Does anyone know the ideal age and conditions to extract the rennet? I've seen some sites that say if the calf gets any grass it will destroy the rennin, some say as long as the calf is still suckling, some say the calf must suckle milk (not just colostrum) before rennin is formed. 

I wish there was someone near me I could just watch over their shoulder while they do it and pick their brain....

Sent from my Galaxy Nexus using Homesteading Today mobile app


----------



## Oakshire_Farm (Dec 4, 2008)

what is bob veal?


----------



## TJadeI (Jun 20, 2013)

Bob veal is a newborn calf. I believe up to 21 days old and under 50 pounds. I could be off by a day or two or a pound or two. 

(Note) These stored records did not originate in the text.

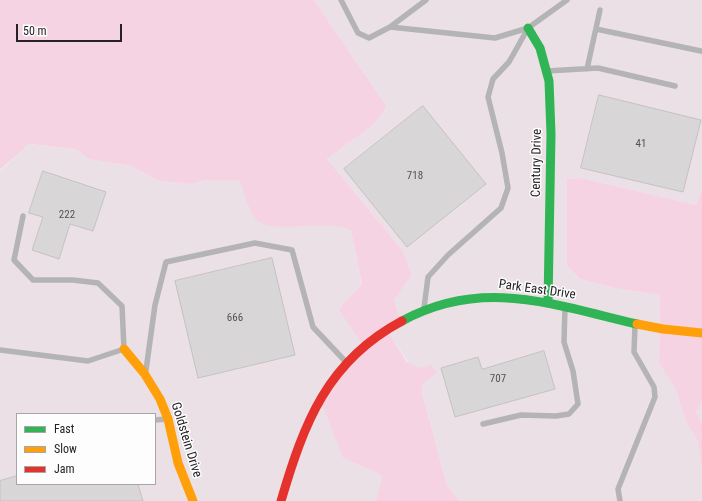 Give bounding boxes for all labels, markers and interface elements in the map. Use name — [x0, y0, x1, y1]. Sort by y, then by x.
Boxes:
scale bar — [18, 16, 124, 42]
text: 50 m — [23, 24, 47, 38]
street label: Century Drive — [529, 129, 545, 197]
house number: 41 — [636, 137, 646, 151]
house number: 718 — [407, 169, 423, 183]
house number: 222 — [59, 208, 75, 222]
street label: Park East Drive — [498, 277, 576, 303]
house number: 666 — [227, 311, 243, 325]
house number: 707 — [490, 372, 506, 386]
street label: Goldstein Drive — [167, 401, 205, 479]
legend — [16, 413, 156, 485]
text: Fast — [54, 422, 74, 436]
text: Slow — [54, 442, 77, 456]
text: Jam — [54, 462, 75, 476] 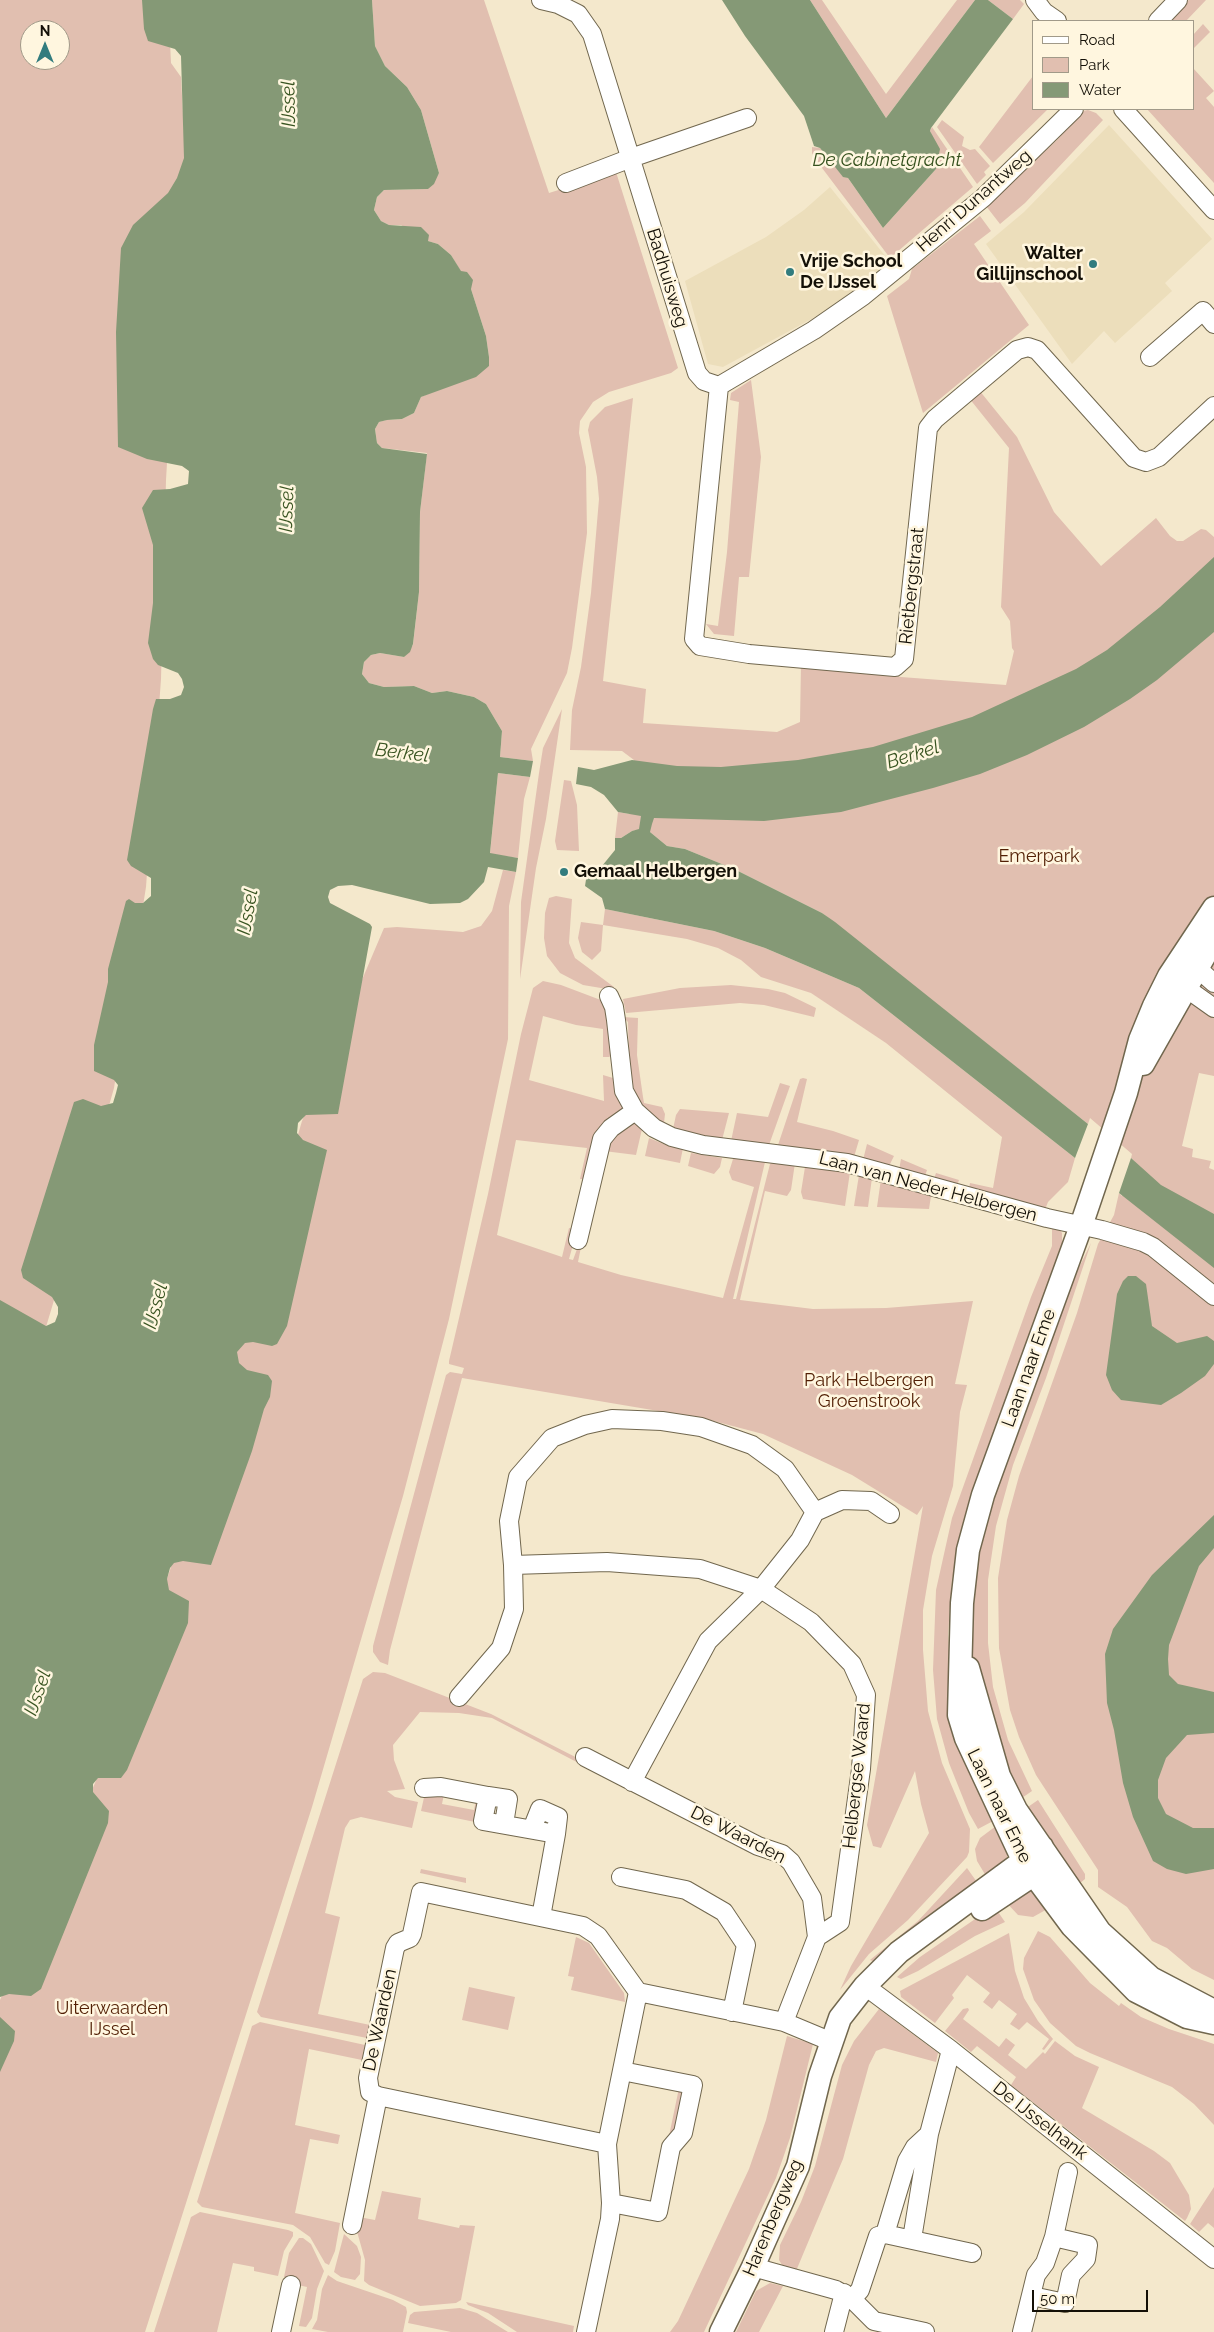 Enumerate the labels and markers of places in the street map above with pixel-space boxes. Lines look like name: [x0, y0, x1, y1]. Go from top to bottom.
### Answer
place label: Walter Gillijnschool: [976, 243, 1083, 286]
place label: Vrije School De IJssel: [800, 251, 902, 294]
marker: Walter Gillijnschool: [1087, 258, 1099, 270]
marker: Vrije School De IJssel: [784, 266, 796, 278]
place label: Gemaal Helbergen: [574, 861, 737, 883]
marker: Gemaal Helbergen: [558, 866, 570, 878] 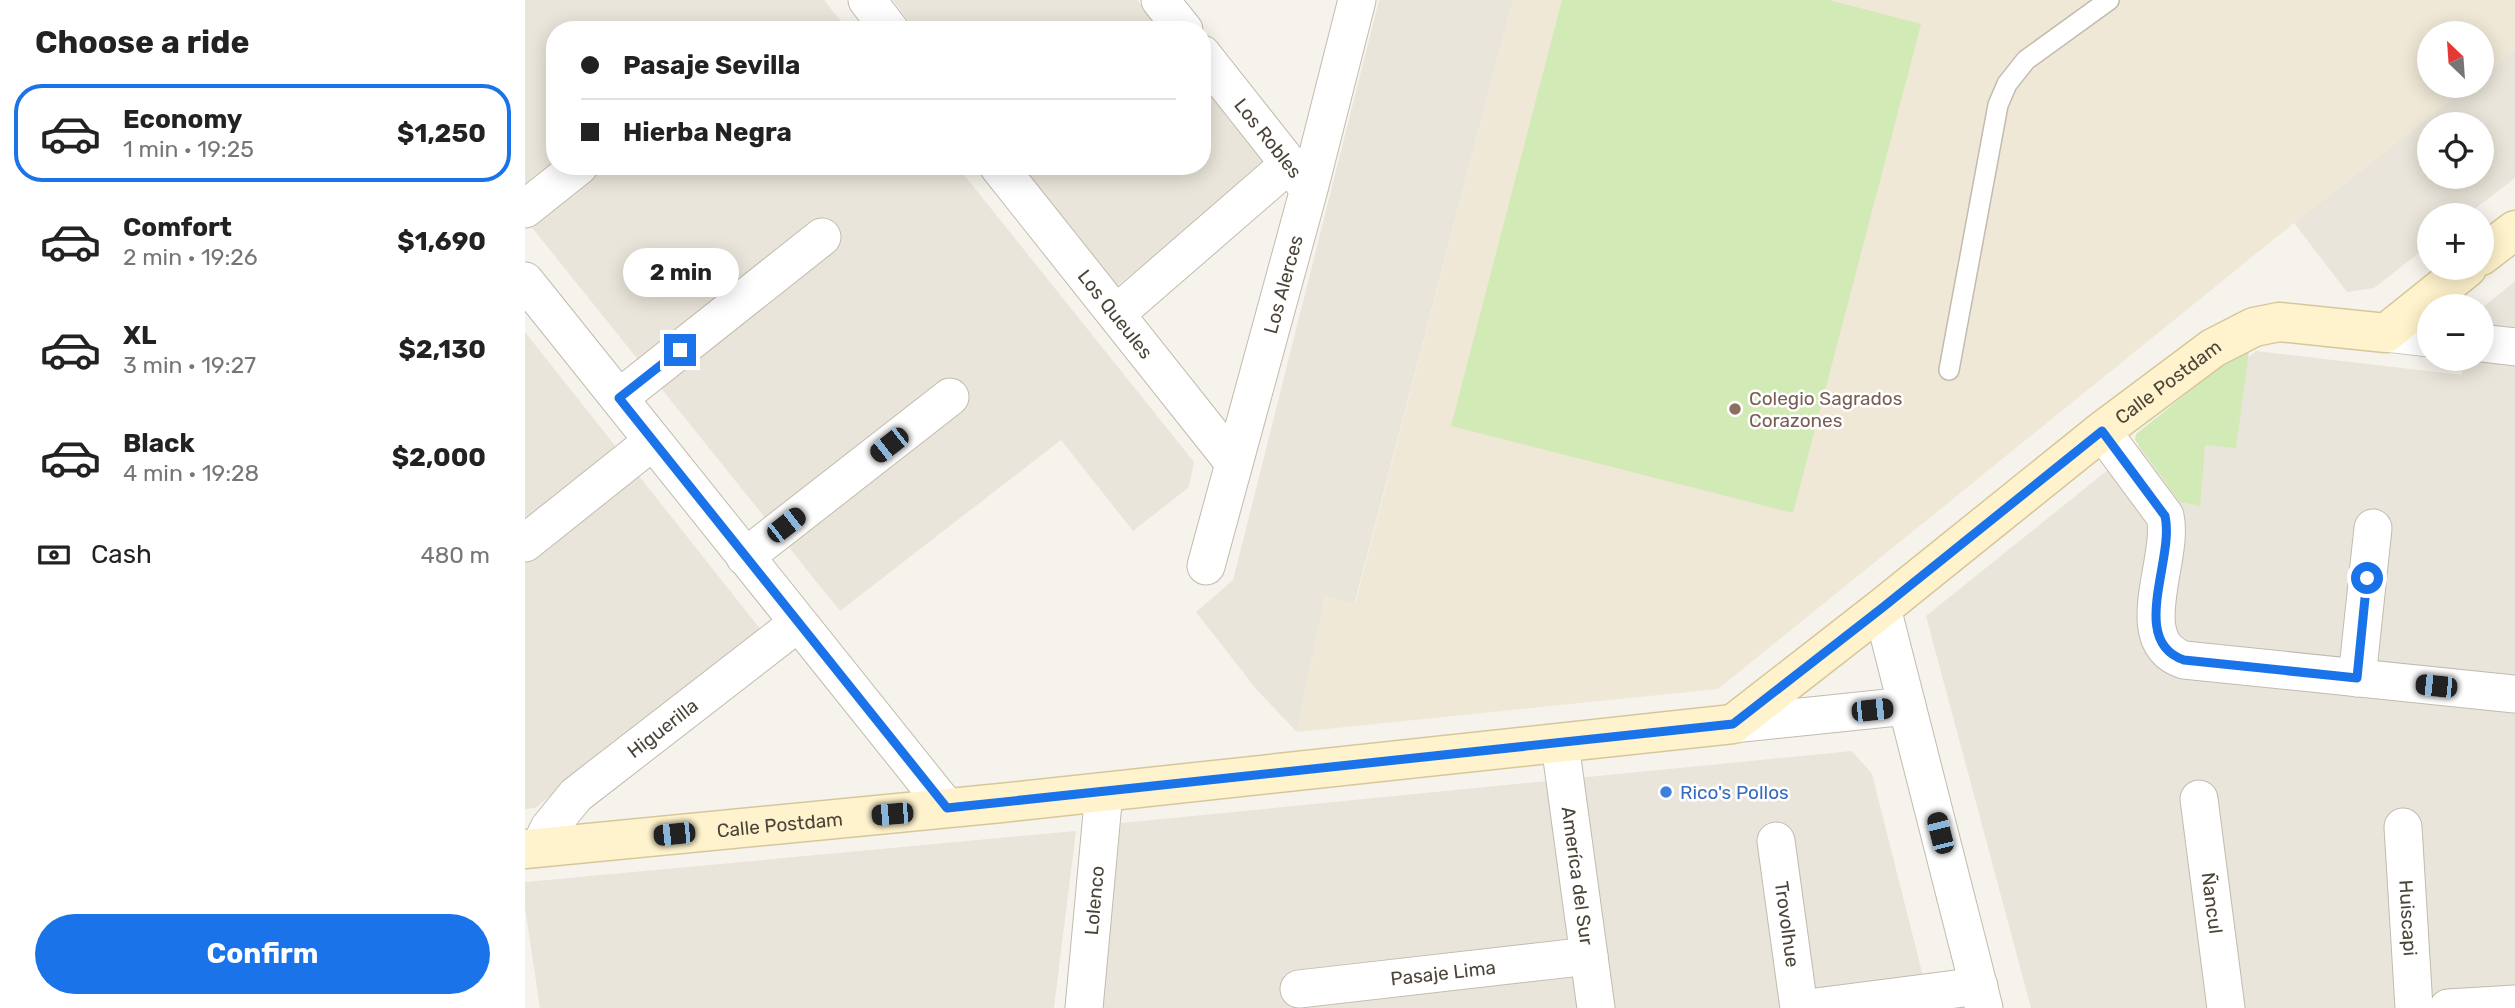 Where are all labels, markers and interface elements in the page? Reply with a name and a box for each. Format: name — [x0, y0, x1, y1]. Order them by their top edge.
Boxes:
north arrow — [2417, 21, 2494, 98]
map controls — [2417, 21, 2494, 371]
text: Choose a ride — [35, 23, 249, 61]
text: Pasaje Sevilla — [623, 50, 800, 81]
street label: Los Robles — [1230, 93, 1307, 182]
icon: car — [39, 102, 102, 165]
text: Economy — [123, 104, 242, 135]
button: locate — [2417, 112, 2494, 189]
text: Hierba Negra — [623, 117, 792, 148]
text: $1,250 — [397, 118, 486, 149]
text: 1 min · 19:25 — [123, 135, 254, 163]
button: + — [2417, 203, 2494, 280]
icon: car — [39, 210, 102, 273]
text: Comfort — [123, 212, 232, 243]
text: $1,690 — [397, 226, 486, 257]
street label: Los Alerces — [1259, 233, 1307, 336]
text: 2 min · 19:26 — [123, 243, 258, 271]
callout: 2 min — [622, 248, 738, 298]
text: 2 min — [650, 258, 712, 286]
street label: Los Queules — [1073, 265, 1158, 363]
button: − — [2417, 294, 2494, 371]
icon: car — [39, 318, 102, 381]
text: XL — [123, 320, 156, 351]
text: $2,130 — [398, 334, 486, 365]
route end — [664, 334, 696, 366]
street label: Calle Postdam — [2110, 335, 2225, 429]
text: 3 min · 19:27 — [123, 351, 256, 379]
place label: Colegio Sagrados Corazones — [1749, 387, 1902, 432]
marker: Colegio Sagrados Corazones — [1727, 401, 1743, 417]
car — [866, 424, 913, 466]
icon: car — [39, 426, 102, 489]
text: Black — [123, 428, 195, 459]
text: $2,000 — [392, 442, 486, 473]
text: 4 min · 19:28 — [123, 459, 259, 487]
car — [763, 504, 810, 546]
icon: cash — [35, 536, 73, 574]
text: Cash — [91, 539, 152, 570]
text: 480 m — [420, 541, 490, 569]
route start — [2351, 562, 2383, 594]
car — [2415, 673, 2458, 699]
street label: Higuerilla — [622, 693, 702, 763]
car — [1851, 697, 1894, 723]
place label: Rico's Pollos — [1680, 781, 1789, 804]
marker: Rico's Pollos — [1658, 784, 1674, 800]
car — [871, 802, 914, 826]
street label: Ameríca del Sur — [1557, 805, 1599, 947]
street label: Calle Postdam — [716, 807, 844, 842]
car — [1925, 810, 1956, 856]
car — [653, 821, 696, 847]
street label: Lolenco — [1079, 865, 1109, 936]
street label: Ñancul — [2197, 871, 2228, 935]
street label: Huiscapi — [2395, 879, 2422, 957]
street label: Trovolhue — [1770, 880, 1805, 969]
button: Confirm — [35, 914, 490, 994]
street label: Pasaje Lima — [1389, 955, 1497, 990]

Sent from my Galaxy Nexus using Homesteading Today mobile app


----------



## Sarah J (Jun 28, 2003)

The way I understand it is that the calf should be as young as possible, milk-fed ONLY. Jerk the lining of the rumen and use small pieces to set the curds. But then, I've never tried it before so can't really judge. I keep waiting for the one calf I don't need - and the eyes ALWAYS make me change my mind. *pout*


----------



## TJadeI (Jun 20, 2013)

Every once in a while we get one with defects. Like a deformed leg for example. And so we just butcher immediately. I haven't been able to bring myself to slaughter a healthy newborn yet. But from what I'm seeing the rennet from one calf lasts a LONG time. So maybe only need one? I was hoping I could get it from and older calf that is slaughtered for veal....

Sent from my Galaxy Nexus using Homesteading Today mobile app


----------